Therapists help persons with problematic use and Facebook addiction develop strategies to cut back, work through negative emotions resulting from their time on the platform, and find more productive coping mechanisms.
What are the symptoms of Facebook addiction withdrawal?
Symptoms of Facebook addiction withdrawal include irritability and mood swings, anxiety and depression, and insomnia. Additionally, a person going through withdrawal from Facebook addiction may also experience cravings, fatigue, aches and pains, and nausea. Strong cravings to use Facebook are also among the withdrawal symptoms. It’s not uncommon for people to have headaches, diarrhea, restlessness, and difficulty breathing during withdrawal.

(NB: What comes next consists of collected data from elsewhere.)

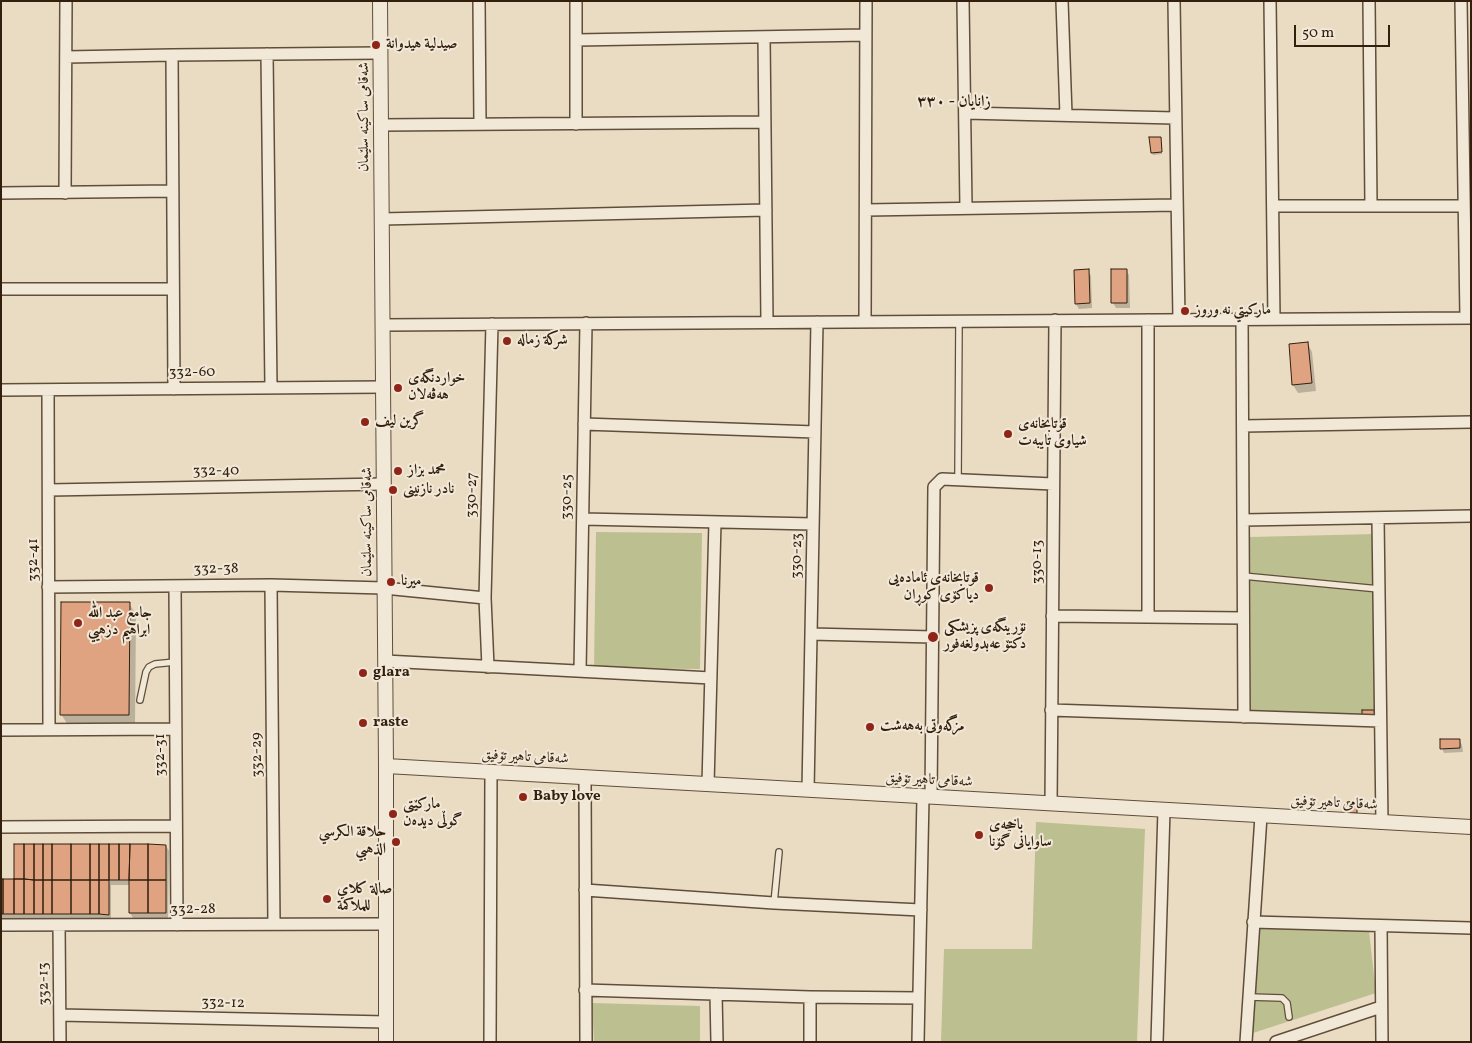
<!DOCTYPE html>
<html>
<head>
<meta charset="utf-8">
<style>
  body { margin:0 }
  #map { position:relative; width:1472px; height:1043px; overflow:hidden; background:#eadcc3; font-family:Vollkorn,serif }
  canvas { display:block }
  .frame { position:absolute; inset:0; border:2px solid #321f0d; pointer-events:none }
  .scale { position:absolute; left:1294px; top:25px; width:96px; height:22px; box-sizing:border-box; border:2px solid #321f0d; border-top:0; padding-left:6px; font-size:15px; line-height:18px; white-space:nowrap; color:#321f0d; -webkit-text-stroke:4px #f1e8d8; paint-order:stroke }
</style>
</head>
<body>
<div id="map">
<canvas width="1472" height="1043"></canvas>
<div class="frame"></div>
<div class="scale">50 m</div>
</div>
<script>
const ctx = document.querySelector('canvas').getContext('2d');
ctx.lineJoin = 'round';
function paint(path, color) { ctx.fillStyle = color; ctx.fill(path, 'evenodd'); }
const toPath = rows => new Path2D(rows.map(r => 'M' + r).join(''));
function strokePath(path, color, width, dash) { ctx.strokeStyle = color; ctx.lineWidth = width; ctx.lineCap = dash ? 'butt' : 'round'; ctx.setLineDash(dash || []); ctx.stroke(path); }
function label(font, color, halo, rows, align = 'center') {
  ctx.font = font + ' Vollkorn,Amiri,serif'; ctx.lineWidth = 4; ctx.setLineDash([]); ctx.textBaseline = 'middle'; ctx.strokeStyle = halo; ctx.fillStyle = color; for (const [text, x, y, turn = 0] of rows) {
    ctx.save(); ctx.translate(x, y); ctx.rotate((+turn || 0) * Math.PI / 180); ctx.textAlign = isNaN(turn) ? turn : align; if (halo) ctx.strokeText(text, 0, 0); ctx.fillText(text, 0, 0); ctx.restore();
  }
}
const green = toPath([
  [596,532,702,533,700,669,594,668],
  [1376,534,1376,718,1251,713,1250,537],
  [1036,822,1145,829,1137,1042,941,1042,944,949,1032,949],
  [1258,926,1369,931,1376,993,1253,1033],
  [592,1003,700,1006,700,1042,594,1042]
]);
const shadow = toPath([
  [1160,138,1162,154,1153,155,1152,153],
  [1126,270,1129,275,1130,308,1116,308,1113,303],
  [1088,271,1091,276,1092,308,1079,309,1076,304],
  [1308,344,1312,352,1316,391,1298,393,1293,385],
  [129,604,136,614,135,725,68,725,61,714],
  [1459,740,1462,745,1463,752,1444,753,1442,748],
  [166,846,169,851,168,918,133,918,130,913,131,885,111,885,111,919,1,919,1,881,15,881]
]);
const building = toPath([
  [1149,137,1161,137,1162,152,1151,153,1149,137],
  [1089,269,1090,303,1075,304,1074,270,1089,269],
  [1111,269,1127,269,1127,303,1111,303,1111,269],
  [1308,342,1312,383,1292,385,1289,344,1308,342],
  [61,602,130,602,129,715,60,715,61,602],
  [1362,710,1374,710,1375,717,1362,717,1362,710],
  [1440,739,1460,739,1460,748,1440,749,1440,739],
  [1357,801,1357,813,1348,813,1347,802,1357,801],
  [14,844,24,844,24,879,14,879,14,844],
  [24,844,34,844,34,880,24,879,24,844],
  [34,844,43,844,43,880,34,880,34,844],
  [43,844,52,844,52,880,43,880,43,844],
  [52,844,71,844,71,880,52,880,52,844],
  [71,844,90,844,90,880,71,880,71,844],
  [90,844,99,844,99,880,90,880,90,844],
  [99,844,109,844,109,880,99,880,99,844],
  [109,844,119,844,119,880,109,880,109,844],
  [119,844,130,844,129,880,119,880,119,844],
  [130,844,148,844,148,880,129,880,130,844],
  [148,844,166,845,166,880,148,880,148,844],
  [1,879,3,879,3,914,1,914,1,879],
  [3,879,14,879,14,914,3,914,3,879],
  [14,879,24,879,24,914,14,914,14,879],
  [24,879,34,880,34,914,24,914,24,879],
  [34,880,43,880,43,914,34,914,34,880],
  [43,880,52,880,52,914,43,914,43,880],
  [52,880,71,880,71,914,52,914,52,880],
  [71,880,90,880,90,914,71,914,71,880],
  [90,880,99,880,99,914,90,914,90,880],
  [99,880,109,880,109,915,99,914,99,880],
  [129,880,148,880,148,913,129,913,129,880],
  [148,880,166,880,166,913,148,913,148,880]
]);
const service = toPath([
  [958,479,959,321],
  [1243,576,1379,589],
  [140,700,146,672,149,667,155,664,175,662],
  [774,903,779,852],
  [1249,997,1282,998,1287,1003,1289,1017]
]);
const minor = toPath([
  [479,1,480,124],
  [576,1,576,124],
  [963,1,966,208],
  [1062,1,1066,115],
  [1174,1,1179,320],
  [1270,1,1274,319],
  [1369,1,1371,206],
  [1461,1,1466,318],
  [764,37,767,322],
  [576,40,866,35],
  [267,54,271,388],
  [172,55,174,389],
  [66,57,172,55,381,53],
  [965,113,1175,118],
  [381,125,765,122],
  [1,193,172,191],
  [65,193,66,1],
  [1273,206,1464,206],
  [866,210,1176,205],
  [382,219,766,210],
  [1,289,173,289],
  [1242,319,1244,717],
  [1148,320,1148,617],
  [865,321,866,1],
  [383,325,1471,318],
  [1,390,383,387],
  [48,390,49,729],
  [584,424,815,432],
  [1243,426,1471,422],
  [49,490,384,484],
  [1378,518,1382,823],
  [583,519,813,524],
  [1243,520,1471,516],
  [271,585,274,924],
  [175,586,177,925],
  [48,587,271,585,384,588,485,598],
  [1052,616,1243,618],
  [811,634,933,637],
  [385,661,711,678],
  [488,667,485,598,492,324],
  [580,671,586,323],
  [1051,710,1380,721],
  [1,730,176,729],
  [585,778,586,1042],
  [708,784,715,522],
  [808,790,817,322],
  [931,797,934,487,942,479,1053,484],
  [1051,804,1055,320],
  [1,827,176,826],
  [585,890,774,903,921,910],
  [1253,922,1471,928],
  [1,925,386,924],
  [59,925,60,1042],
  [1381,926,1382,1042],
  [585,990,810,997,919,998],
  [716,994,717,1042],
  [810,997,810,1042],
  [60,1015,386,1022],
  [490,1042,491,772],
  [918,1042,923,797],
  [1157,1042,1164,810],
  [1246,1042,1261,816],
  [1276,1042,1381,1007]
]);
const tertiary = toPath([
  [380,1,386,766,386,1042],
  [386,766,1471,827]
]);
const markers = [
  [376,45,5,"#8f2418"],
  [1185,311,5,"#8f2418"],
  [507,341,5,"#8f2418"],
  [398,388,5,"#8f2418"],
  [365,422,5,"#8f2418"],
  [1008,434,5,"#8f2418"],
  [398,471,5,"#8f2418"],
  [393,490,5,"#8f2418"],
  [391,582,5,"#8f2418"],
  [989,588,5,"#8f2418"],
  [78,623,5,"#8f2418"],
  [933,637,6,"#8f2418"],
  [363,673,5,"#8f2418"],
  [363,723,5,"#8f2418"],
  [870,727,5,"#8f2418"],
  [523,797,5,"#8f2418"],
  [393,814,5,"#8f2418"],
  [979,835,5,"#8f2418"],
  [396,842,5,"#8f2418"],
  [327,899,5,"#8f2418"]
];
const poiNames = [
  ["صيدلية هيدوانة",386,45],
  ["ماركيتي نه وروز",1195,311],
  ["شركة زماله",517,341],
  ["خواردنگەی",408,379],
  ["هەڤەلان",408,396],
  ["گرین لیف",375,422],
  ["قوتابخانەی",1018,425],
  ["شیاوی تایبەت",1018,442],
  ["محمد بزاز",408,471],
  ["نادر نازنینی",403,490],
  ["قوتابخانەی ئامادەیی",979,579,"right"],
  ["دیاکۆی کوڕان",979,596,"right"],
  ["ميرنا",401,582],
  ["جامع عبد الله",88,614],
  ["ابراهيم دزهيي",88,631],
  ["نۆرینگەی پزیشکی",944,628],
  ["دکتۆ عەبدولغەفور",944,645],
  ["glara",373,673],
  ["raste",373,723],
  ["مزگەوتی بەهەشت",880,727],
  ["Baby love",533,797],
  ["مارکێتی",403,805],
  ["گوڵی دیدەن",403,822],
  ["باخچەی",989,826],
  ["ساوایانی گۆنا",989,843],
  ["حلاقة الكرسي",386,833,"right"],
  ["الذهبي",386,850,"right"],
  ["صالة كلاي",337,890],
  ["للملاكمة",337,907]
];
const streetNames = [
  ["شەقامی ساکینە سلێمان",365,117,-90],
  ["332-60",192,373],
  ["332-40",216,472,-1],
  ["330-27",473,495,-89],
  ["330-25",568,497,-89],
  ["شەقامی ساکینە سلێمان",368,522,-90],
  ["330-23",798,556,-89],
  ["332-41",34,560,-90],
  ["330-13",1038,562,-90],
  ["332-38",216,570,-1],
  ["332-31",161,755,-90],
  ["332-29",258,755,-91],
  ["شەقامی تاهیر تۆفیق",525,758,3],
  ["شەقامی تاهیر تۆفیق",929,781,3],
  ["شەقامی تاهیر تۆفیق",1334,804,3],
  ["332-28",193,910],
  ["332-13",45,984,-91],
  ["332-12",223,1004,1]
];
const neighbourhoodNames = [
  ["زانایان - ٣٣٠",954,103]
];
paint(green, '#bcbf90');
paint(shadow, '#0003');
paint(building, '#e0a382');
strokePath(building, '#321f0d', 1);
strokePath(service, '#604e3a', 8);
strokePath(minor, '#604e3a', 14);
strokePath(tertiary, '#604e3a', 16);
strokePath(service, '#f1e8d8', 5.5);
strokePath(minor, '#f1e8d8', 11);
strokePath(tertiary, '#f1e8d8', 14);
for (const [x, y, r, color] of markers) { const dot = new Path2D(); dot.arc(x, y, r, 0, 2 * Math.PI); ctx.fillStyle = color; ctx.fill(dot); strokePath(dot, '#f1e8d8', 2); }
label('bold 15px', '#321f0d', '#f1e8d8', poiNames, 'left');
label('15px', '#321f0d', '#f1e8d8', streetNames);
label('bold 16px', '#321f0d', '#f1e8d8', neighbourhoodNames);
</script>
</body>
</html>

In other words, symptoms of Facebook addiction withdrawal are similar to withdrawal from other behavioral addictions and substance use disorders. Withdrawal is usually associated with drug or alcohol addiction, but these symptoms appear with other addictions too. For example, a study from Cyberpsychology, Behavior, and Social Networking found that even brief abstinence from social media can induce withdrawal symptoms.
The intensity and duration of withdrawal symptoms depend on the severity of addiction to Facebook and the presence of other mental health problems.
What other social media platforms can cause addiction?
Other platforms that can cause social media addiction include Instagram, Snapchat, Twitter, and TikTok. In other words, any social media platform can lead to addiction if a person develops problematic use. In fact, numbers show that 15% of people aged between 23 and 38 admit to being addicted to social media. At the same time, around 40% of people aged between 18 and 22 feel “somewhat” addicted to social media.